(Work to complete):
Whichever lines of the entries hold the word "JSON" should be identified and copied.

[Stored dataset items]

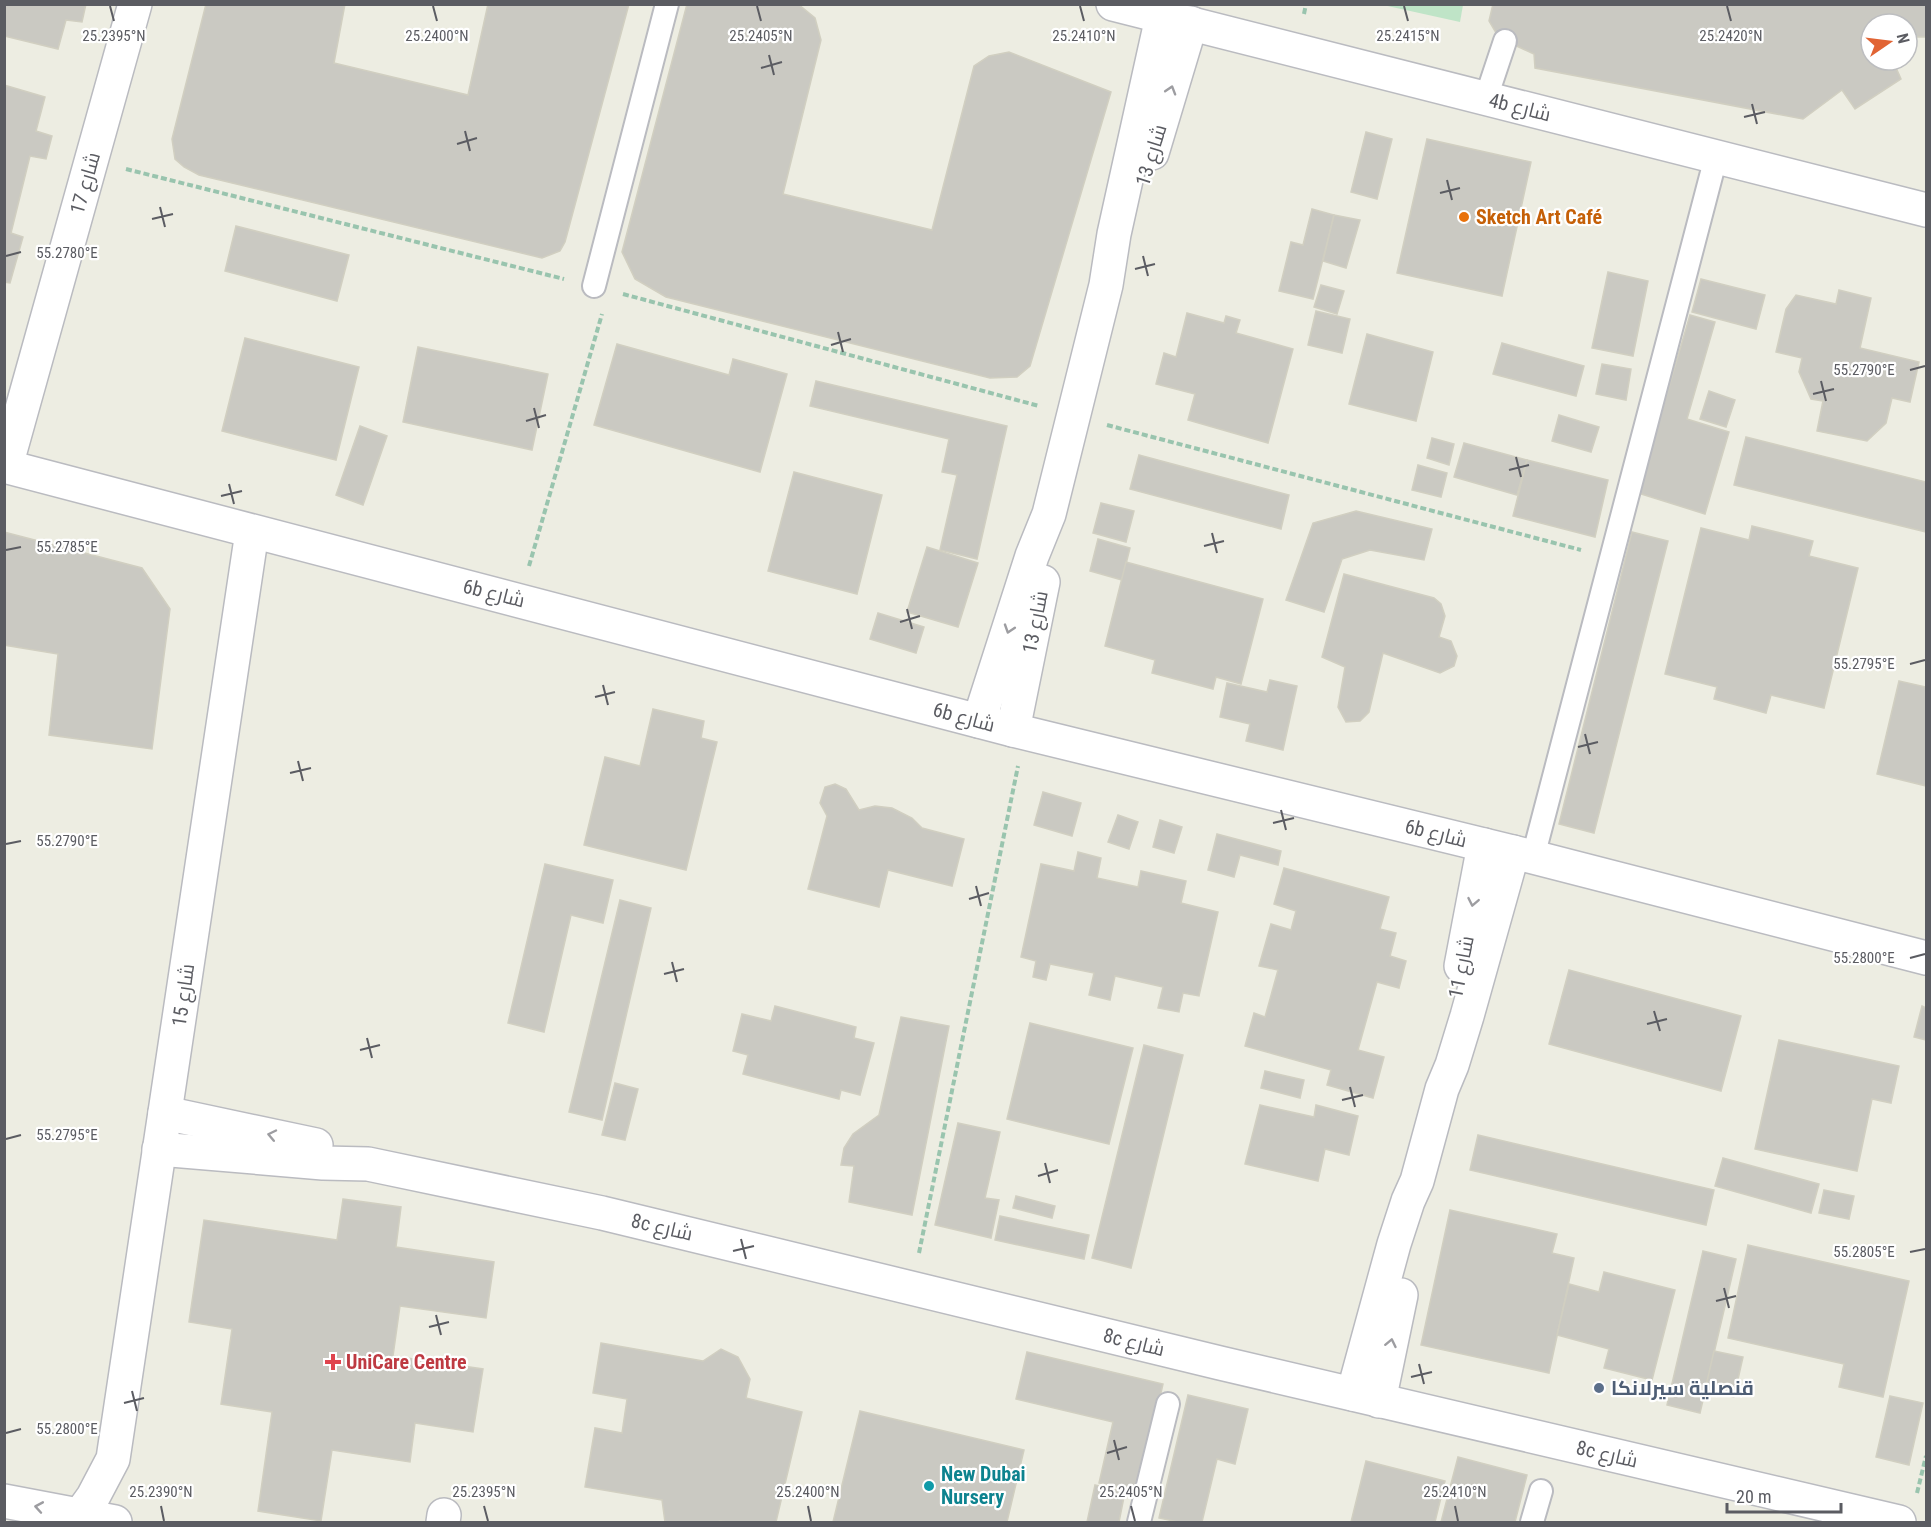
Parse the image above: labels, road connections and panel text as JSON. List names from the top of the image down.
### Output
{
  "streets": {
    "street": [
      "4b شارع",
      "شارع 13",
      "شارع 17",
      "6b شارع",
      "شارع 11",
      "شارع 15",
      "8c شارع"
    ]
  },
  "crossings": [
    ["4b شارع", "شارع 13"],
    ["شارع 13", "6b شارع"],
    ["شارع 17", "6b شارع"],
    ["6b شارع", "شارع 11"],
    ["6b شارع", "شارع 15"],
    ["شارع 11", "8c شارع"],
    ["شارع 15", "8c شارع"]
  ],
  "places": {
    "other": ["Sketch Art Café", "قنصلية سيرلانكا", "New Dubai Nursery"],
    "health": ["UniCare Centre"]
  },
  "scale_bar": "20 m",
  "north": "right",
  "coordinates": [
    "25.2395°N",
    "25.2400°N",
    "25.2405°N",
    "25.2410°N",
    "25.2415°N",
    "25.2420°N",
    "55.2780°E",
    "55.2790°E",
    "55.2785°E",
    "55.2795°E",
    "55.2800°E",
    "55.2805°E",
    "25.2390°N"
  ]
}
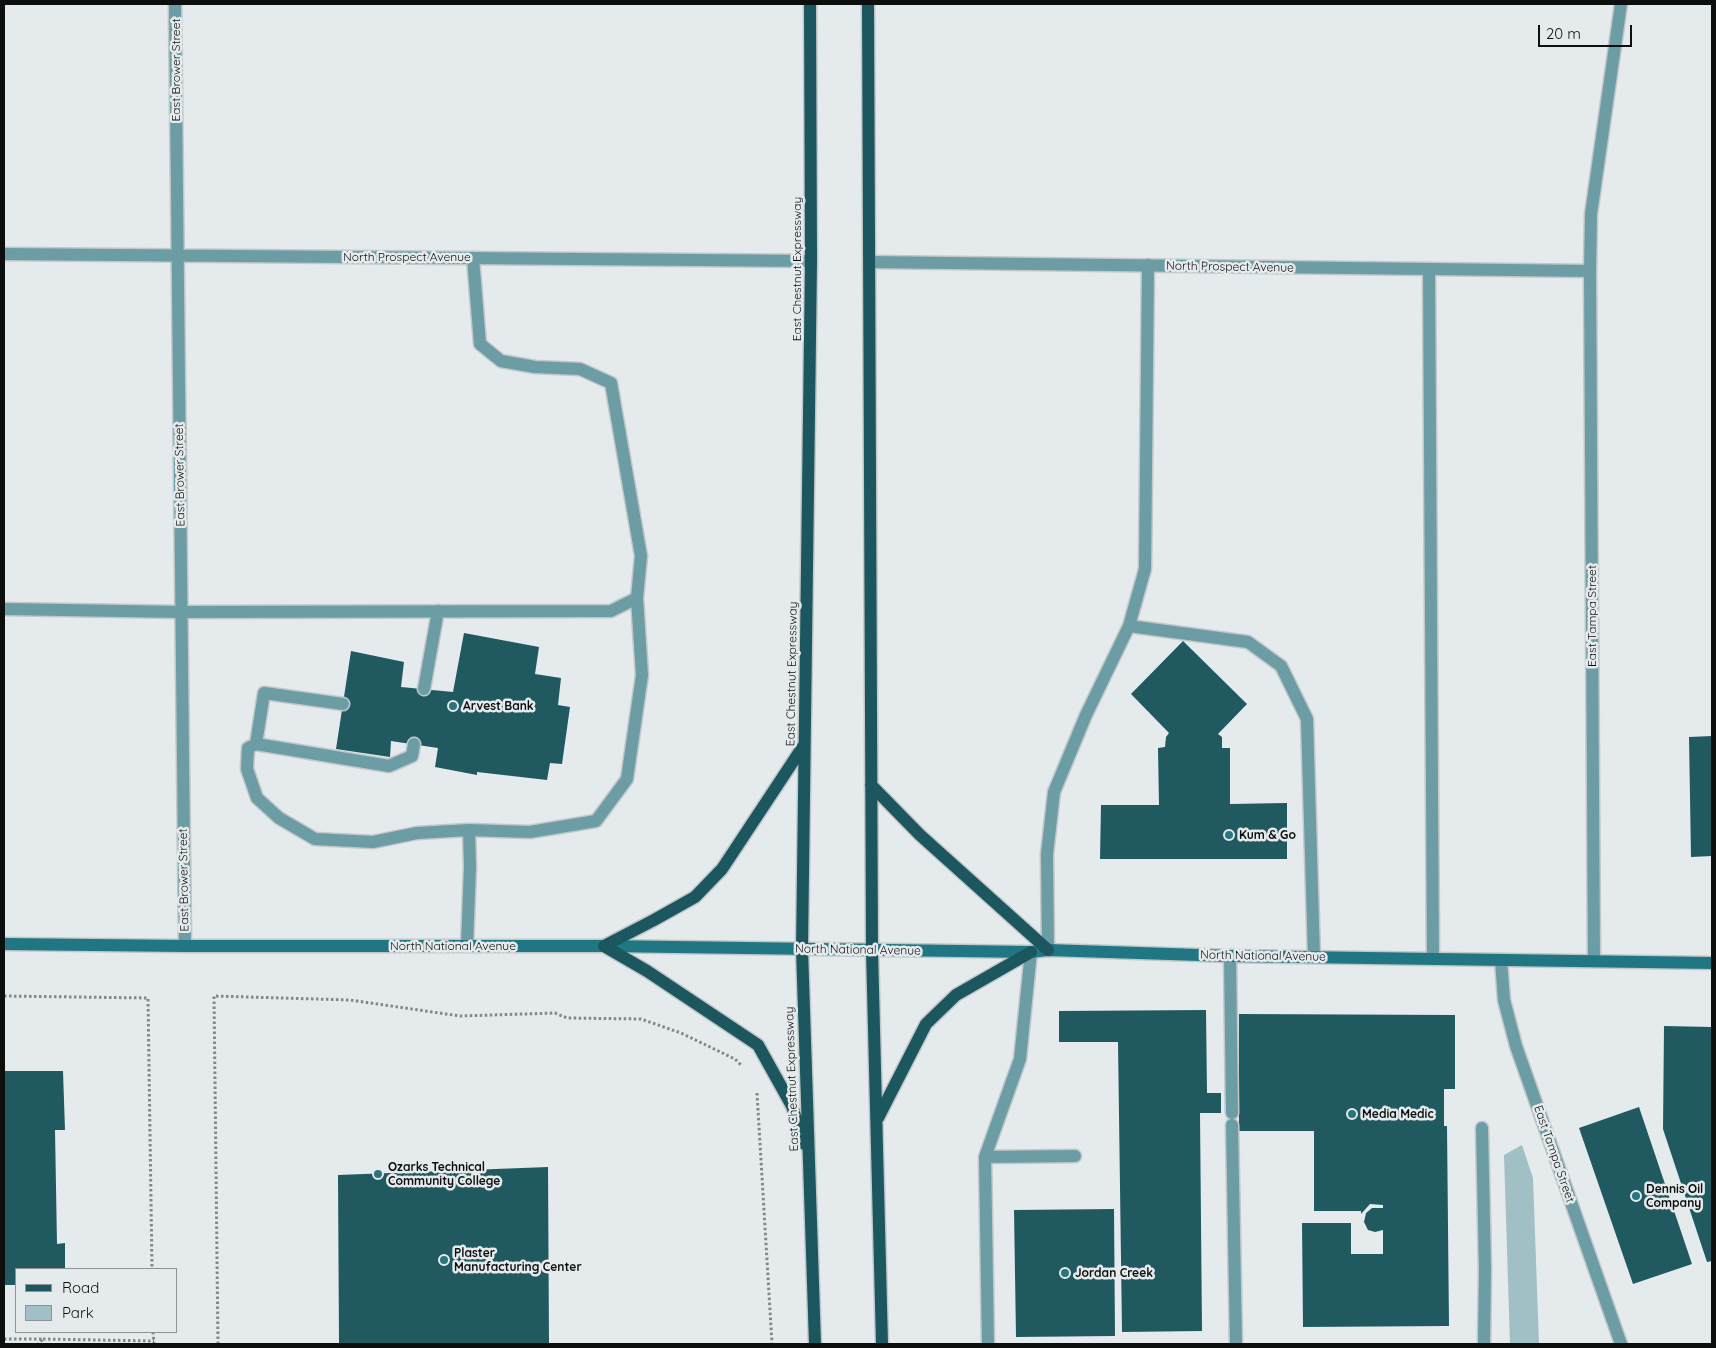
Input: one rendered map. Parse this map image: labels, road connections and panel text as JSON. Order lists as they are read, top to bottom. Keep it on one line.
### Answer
{"streets":{"main road":["East Chestnut Expressway","North National Avenue"],"street":["East Brower Street","North Prospect Avenue","East Tampa Street"]},"crossings":[["East Brower Street","North Prospect Avenue"],["East Brower Street","North National Avenue"],["North Prospect Avenue","East Chestnut Expressway"],["North Prospect Avenue","East Tampa Street"],["East Chestnut Expressway","North National Avenue"],["East Tampa Street","North National Avenue"]],"places":["Arvest Bank","Kum & Go","Media Medic","Ozarks Technical Community College","Dennis Oil Company","Plaster Manufacturing Center","Jordan Creek"],"legend":["Road","Park"],"scale_bar":"20 m"}
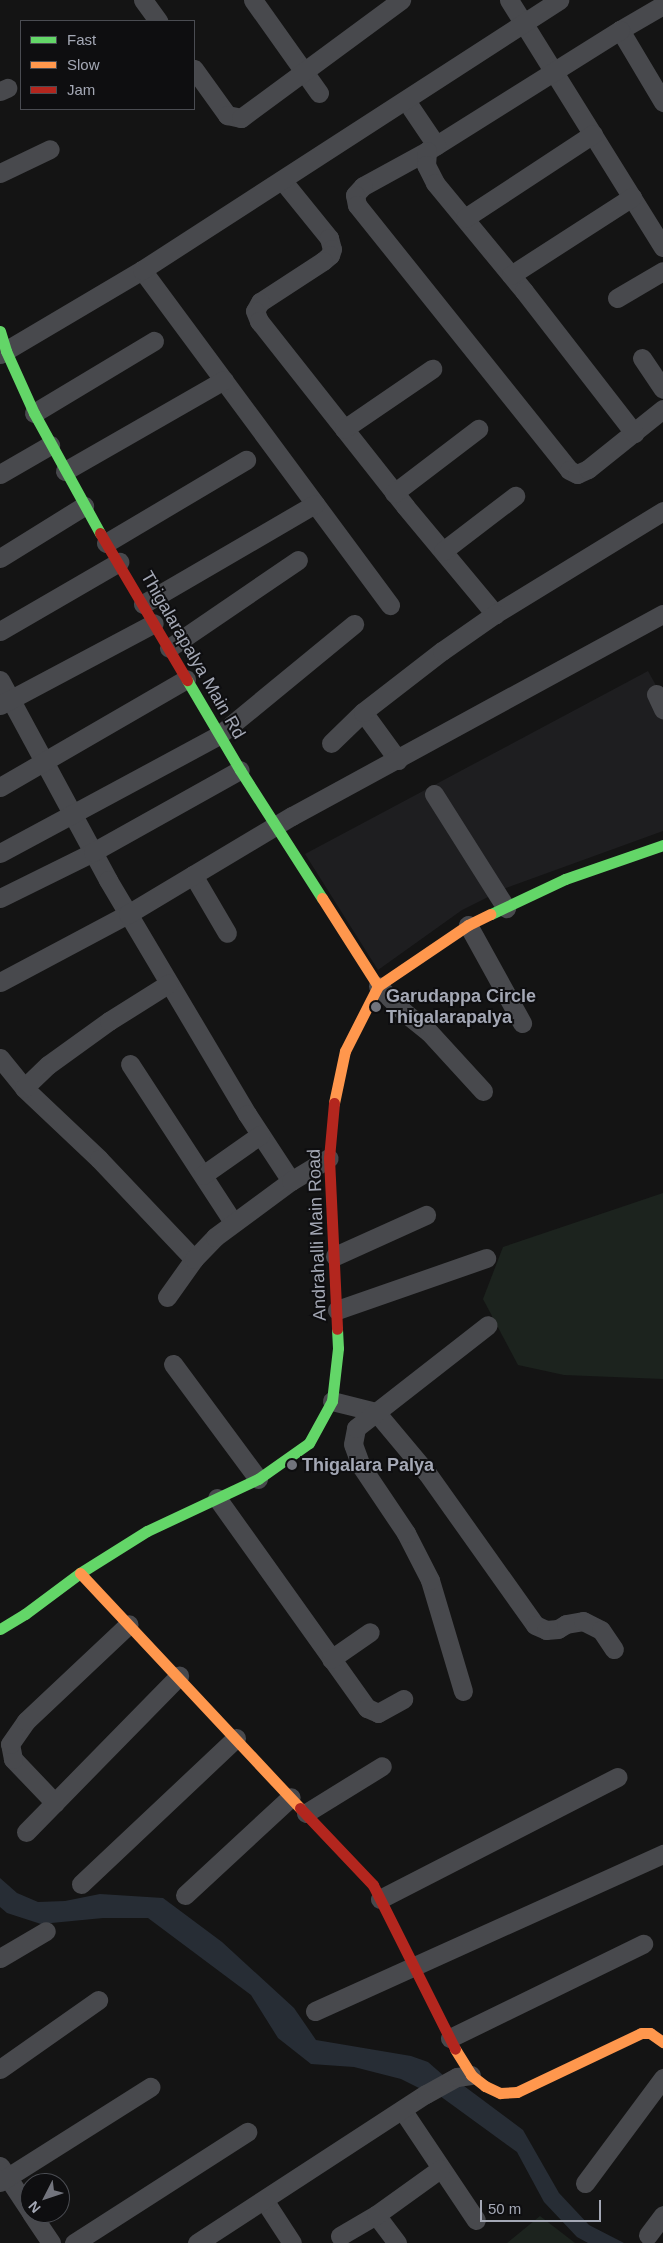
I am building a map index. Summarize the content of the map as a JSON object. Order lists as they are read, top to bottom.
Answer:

(Exercise response):
Parse the image above: labels, road connections and panel text as JSON. List names from the top of the image down.
Input: one rendered map. Parse this map image: labels, road connections and panel text as JSON. Order lists as they are read, top to bottom. Keep it on one line.
I am building a map index. Summarize the content of the map as a JSON object. Order lists as they are read, top to bottom.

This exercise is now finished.